Parallel processing of three-dimensional field-scale reactive transport applications.

In order to achieve field-scale reactive transport simulations in a reasonable CPU time, a parallel computational model is developed for RTAFF a fully three dimensional reactive transport simulator. The MPICH2 portable implementation of the message passing interface standard is used for communication among nodes in a Beowulf cluster of PC's. Parallel computations are carried out in different subdomains mapped to each processor in the Local Area Network during the advection and dispersion steps of the time-split procedure. The domain decomposition method is implemented using row-wise and column-wise overlapping subdomains simultaneously for the mixed hybrid finite element kernel.
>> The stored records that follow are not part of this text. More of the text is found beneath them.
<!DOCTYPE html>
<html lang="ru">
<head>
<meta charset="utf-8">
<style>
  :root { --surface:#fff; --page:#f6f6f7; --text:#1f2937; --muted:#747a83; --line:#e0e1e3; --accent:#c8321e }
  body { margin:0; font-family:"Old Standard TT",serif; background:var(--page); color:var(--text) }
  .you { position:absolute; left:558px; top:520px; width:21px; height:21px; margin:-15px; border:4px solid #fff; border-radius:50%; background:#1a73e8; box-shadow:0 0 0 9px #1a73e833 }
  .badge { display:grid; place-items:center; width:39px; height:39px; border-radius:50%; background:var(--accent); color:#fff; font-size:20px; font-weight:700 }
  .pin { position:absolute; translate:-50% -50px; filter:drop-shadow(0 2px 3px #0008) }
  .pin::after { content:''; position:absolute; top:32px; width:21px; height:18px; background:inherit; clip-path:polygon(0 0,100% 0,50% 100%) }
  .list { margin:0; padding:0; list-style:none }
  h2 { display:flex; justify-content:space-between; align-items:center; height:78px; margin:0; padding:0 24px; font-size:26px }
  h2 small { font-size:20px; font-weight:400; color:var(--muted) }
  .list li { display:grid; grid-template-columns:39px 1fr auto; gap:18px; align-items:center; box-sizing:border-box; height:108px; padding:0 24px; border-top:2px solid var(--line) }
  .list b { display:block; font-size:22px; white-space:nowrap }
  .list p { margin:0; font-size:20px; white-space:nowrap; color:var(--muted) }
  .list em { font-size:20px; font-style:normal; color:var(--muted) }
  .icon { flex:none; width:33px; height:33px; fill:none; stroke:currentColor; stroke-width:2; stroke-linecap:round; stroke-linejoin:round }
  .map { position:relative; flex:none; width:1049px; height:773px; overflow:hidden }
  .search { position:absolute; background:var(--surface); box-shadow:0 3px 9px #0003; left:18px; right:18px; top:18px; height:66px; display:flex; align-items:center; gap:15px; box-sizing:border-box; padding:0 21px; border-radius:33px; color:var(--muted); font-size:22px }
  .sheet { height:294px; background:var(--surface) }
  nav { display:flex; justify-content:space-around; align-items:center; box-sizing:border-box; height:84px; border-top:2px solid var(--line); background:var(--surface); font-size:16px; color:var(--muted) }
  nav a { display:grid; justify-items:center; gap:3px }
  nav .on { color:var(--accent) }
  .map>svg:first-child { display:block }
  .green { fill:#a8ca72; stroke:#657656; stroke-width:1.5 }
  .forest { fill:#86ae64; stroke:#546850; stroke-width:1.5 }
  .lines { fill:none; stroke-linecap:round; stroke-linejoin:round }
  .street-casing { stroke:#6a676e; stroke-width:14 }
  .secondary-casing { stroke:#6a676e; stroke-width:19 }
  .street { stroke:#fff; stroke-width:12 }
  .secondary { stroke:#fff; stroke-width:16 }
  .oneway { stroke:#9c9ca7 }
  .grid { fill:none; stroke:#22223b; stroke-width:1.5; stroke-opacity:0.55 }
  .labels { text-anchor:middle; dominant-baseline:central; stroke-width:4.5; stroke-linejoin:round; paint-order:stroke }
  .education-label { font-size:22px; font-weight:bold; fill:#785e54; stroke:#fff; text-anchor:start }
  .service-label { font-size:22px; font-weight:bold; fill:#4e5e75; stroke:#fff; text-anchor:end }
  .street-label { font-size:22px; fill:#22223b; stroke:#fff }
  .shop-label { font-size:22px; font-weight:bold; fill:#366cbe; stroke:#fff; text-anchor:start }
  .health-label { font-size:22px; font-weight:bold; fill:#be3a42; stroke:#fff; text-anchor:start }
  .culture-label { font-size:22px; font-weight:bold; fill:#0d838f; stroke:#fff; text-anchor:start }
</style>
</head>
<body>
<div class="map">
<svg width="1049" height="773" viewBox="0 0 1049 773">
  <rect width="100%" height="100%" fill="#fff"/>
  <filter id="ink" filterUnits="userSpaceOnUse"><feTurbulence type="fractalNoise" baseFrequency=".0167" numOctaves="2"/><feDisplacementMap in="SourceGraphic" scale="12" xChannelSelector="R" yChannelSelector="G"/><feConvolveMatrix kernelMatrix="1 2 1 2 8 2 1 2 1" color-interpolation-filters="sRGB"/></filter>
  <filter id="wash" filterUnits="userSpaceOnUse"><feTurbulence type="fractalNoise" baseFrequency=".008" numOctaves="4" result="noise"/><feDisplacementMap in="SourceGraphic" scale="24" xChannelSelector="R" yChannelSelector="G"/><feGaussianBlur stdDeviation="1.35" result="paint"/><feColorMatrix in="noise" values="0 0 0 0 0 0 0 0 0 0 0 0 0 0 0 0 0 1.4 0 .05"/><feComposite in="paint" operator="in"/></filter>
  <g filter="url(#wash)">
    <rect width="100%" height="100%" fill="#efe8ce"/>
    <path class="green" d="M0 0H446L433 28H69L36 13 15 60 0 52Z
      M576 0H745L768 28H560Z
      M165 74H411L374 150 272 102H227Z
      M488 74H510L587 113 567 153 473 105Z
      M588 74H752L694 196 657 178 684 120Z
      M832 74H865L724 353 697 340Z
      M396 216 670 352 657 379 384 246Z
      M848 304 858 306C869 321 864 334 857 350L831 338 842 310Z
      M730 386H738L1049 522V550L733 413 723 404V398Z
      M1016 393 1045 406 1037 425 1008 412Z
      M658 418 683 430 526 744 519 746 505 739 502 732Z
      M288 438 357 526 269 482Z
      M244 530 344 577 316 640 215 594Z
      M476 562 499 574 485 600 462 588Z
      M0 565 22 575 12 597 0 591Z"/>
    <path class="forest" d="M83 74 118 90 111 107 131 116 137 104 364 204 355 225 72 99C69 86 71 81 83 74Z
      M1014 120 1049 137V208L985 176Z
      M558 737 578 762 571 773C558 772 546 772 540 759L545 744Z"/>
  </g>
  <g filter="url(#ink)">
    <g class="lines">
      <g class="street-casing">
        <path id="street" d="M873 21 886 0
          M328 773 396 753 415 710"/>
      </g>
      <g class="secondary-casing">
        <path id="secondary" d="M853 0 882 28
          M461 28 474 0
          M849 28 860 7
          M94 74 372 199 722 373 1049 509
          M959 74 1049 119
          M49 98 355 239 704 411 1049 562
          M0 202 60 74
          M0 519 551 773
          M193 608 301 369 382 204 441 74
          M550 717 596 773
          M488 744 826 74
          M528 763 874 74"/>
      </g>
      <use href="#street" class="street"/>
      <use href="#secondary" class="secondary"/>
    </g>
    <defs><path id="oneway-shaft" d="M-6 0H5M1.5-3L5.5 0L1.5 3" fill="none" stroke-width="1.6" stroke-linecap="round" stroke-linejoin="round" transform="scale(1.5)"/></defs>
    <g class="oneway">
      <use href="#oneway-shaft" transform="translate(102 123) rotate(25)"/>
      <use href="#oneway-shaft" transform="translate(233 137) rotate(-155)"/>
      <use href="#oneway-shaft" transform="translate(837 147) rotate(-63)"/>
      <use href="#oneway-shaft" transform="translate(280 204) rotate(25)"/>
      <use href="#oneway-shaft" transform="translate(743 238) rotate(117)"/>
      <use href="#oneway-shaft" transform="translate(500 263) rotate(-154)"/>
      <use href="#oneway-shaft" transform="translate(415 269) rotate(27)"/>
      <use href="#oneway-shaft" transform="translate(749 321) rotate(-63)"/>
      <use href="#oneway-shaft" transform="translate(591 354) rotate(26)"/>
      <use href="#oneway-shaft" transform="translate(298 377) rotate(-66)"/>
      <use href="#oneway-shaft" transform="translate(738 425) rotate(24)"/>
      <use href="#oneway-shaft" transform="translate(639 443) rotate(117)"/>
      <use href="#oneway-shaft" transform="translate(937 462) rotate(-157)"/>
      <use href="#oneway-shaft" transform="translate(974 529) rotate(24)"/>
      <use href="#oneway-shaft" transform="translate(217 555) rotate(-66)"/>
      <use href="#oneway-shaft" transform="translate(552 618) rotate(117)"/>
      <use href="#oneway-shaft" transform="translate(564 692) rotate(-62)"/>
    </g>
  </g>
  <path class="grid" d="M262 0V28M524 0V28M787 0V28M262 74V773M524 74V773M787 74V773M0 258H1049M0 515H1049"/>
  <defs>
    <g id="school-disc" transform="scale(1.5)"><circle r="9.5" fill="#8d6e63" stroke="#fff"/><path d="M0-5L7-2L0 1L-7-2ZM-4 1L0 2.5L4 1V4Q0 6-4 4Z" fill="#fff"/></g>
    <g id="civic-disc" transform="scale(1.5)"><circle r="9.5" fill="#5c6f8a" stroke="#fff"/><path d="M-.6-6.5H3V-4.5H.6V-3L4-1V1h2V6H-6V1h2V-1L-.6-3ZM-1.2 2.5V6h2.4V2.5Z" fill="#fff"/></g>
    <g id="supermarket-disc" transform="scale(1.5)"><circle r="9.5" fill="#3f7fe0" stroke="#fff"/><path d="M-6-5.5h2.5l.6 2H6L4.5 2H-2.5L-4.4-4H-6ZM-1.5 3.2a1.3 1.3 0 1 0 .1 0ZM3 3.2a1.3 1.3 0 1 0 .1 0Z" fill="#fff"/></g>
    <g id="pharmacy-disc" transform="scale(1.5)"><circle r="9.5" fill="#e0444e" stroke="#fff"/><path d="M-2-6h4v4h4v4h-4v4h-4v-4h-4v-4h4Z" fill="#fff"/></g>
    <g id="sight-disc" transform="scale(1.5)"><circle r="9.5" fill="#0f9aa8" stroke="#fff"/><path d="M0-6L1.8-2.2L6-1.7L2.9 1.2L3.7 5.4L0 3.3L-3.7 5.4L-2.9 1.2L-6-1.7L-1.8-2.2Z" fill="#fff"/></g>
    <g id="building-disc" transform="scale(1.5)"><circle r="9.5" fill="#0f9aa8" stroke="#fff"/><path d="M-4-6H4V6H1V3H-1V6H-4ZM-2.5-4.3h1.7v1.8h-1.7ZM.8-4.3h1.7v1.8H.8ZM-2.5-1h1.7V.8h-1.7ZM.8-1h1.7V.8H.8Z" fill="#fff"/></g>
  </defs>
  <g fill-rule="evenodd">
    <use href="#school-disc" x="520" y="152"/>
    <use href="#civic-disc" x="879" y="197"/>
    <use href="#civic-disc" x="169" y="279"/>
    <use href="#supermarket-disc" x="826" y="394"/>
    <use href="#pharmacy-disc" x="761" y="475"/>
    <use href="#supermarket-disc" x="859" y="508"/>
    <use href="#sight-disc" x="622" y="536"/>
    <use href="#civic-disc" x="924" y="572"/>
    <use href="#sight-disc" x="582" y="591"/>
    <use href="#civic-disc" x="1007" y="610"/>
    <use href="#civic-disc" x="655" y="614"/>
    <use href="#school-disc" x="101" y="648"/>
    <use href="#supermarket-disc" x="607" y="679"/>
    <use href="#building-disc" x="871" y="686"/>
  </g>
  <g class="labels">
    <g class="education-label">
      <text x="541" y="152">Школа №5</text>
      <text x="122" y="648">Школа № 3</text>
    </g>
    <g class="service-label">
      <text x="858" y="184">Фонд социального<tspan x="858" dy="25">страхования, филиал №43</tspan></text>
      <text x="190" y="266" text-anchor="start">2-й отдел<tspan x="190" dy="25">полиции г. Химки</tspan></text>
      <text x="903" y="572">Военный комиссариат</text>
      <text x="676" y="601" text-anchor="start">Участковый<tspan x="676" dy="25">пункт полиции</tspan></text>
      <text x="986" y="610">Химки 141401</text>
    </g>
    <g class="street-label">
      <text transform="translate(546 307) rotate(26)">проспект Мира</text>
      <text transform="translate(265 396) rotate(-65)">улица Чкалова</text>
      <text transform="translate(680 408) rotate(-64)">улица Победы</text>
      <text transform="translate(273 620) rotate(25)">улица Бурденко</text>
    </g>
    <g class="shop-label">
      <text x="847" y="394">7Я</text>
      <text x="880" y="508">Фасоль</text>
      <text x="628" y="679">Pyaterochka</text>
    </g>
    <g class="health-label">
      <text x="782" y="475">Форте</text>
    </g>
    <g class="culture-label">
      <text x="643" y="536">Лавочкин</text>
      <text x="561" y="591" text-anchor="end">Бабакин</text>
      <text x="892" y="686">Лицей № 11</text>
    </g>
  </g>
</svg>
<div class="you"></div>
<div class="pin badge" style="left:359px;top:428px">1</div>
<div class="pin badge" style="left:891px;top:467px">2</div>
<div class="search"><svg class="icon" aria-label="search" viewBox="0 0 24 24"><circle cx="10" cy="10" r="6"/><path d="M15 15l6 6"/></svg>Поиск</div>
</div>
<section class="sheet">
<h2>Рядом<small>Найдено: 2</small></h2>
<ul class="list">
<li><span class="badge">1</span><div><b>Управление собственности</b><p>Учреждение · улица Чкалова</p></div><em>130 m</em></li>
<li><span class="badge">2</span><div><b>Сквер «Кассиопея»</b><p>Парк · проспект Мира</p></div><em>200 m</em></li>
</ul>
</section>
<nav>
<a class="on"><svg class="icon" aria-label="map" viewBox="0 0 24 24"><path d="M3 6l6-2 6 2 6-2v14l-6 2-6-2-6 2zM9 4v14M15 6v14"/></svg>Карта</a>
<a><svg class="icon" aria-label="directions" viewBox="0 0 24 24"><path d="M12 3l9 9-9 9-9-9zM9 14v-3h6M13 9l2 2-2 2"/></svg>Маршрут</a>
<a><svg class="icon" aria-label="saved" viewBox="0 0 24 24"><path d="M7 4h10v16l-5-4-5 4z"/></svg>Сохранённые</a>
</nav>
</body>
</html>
Computations of the reaction step are performed using a newly developed load balancing algorithm. This algorithm maps cells into processors based on global convergence history analysis from the previous time step. The efficiency of this approach is showed on a demonstrative field scale example showing that the load balancing algorithm efficiently localizes and redistributes reaction fronts cells among the processors. Furthermore, this application shows the scalability of the overall parallel algorithm and the achievement of several-orders-of-magnitude speedup among a range of processors. Modeling results provide new insights into detailed subsurface reactive-transport processes which could be taken simultaneously by scientists and engineers in either research or field-scale applications.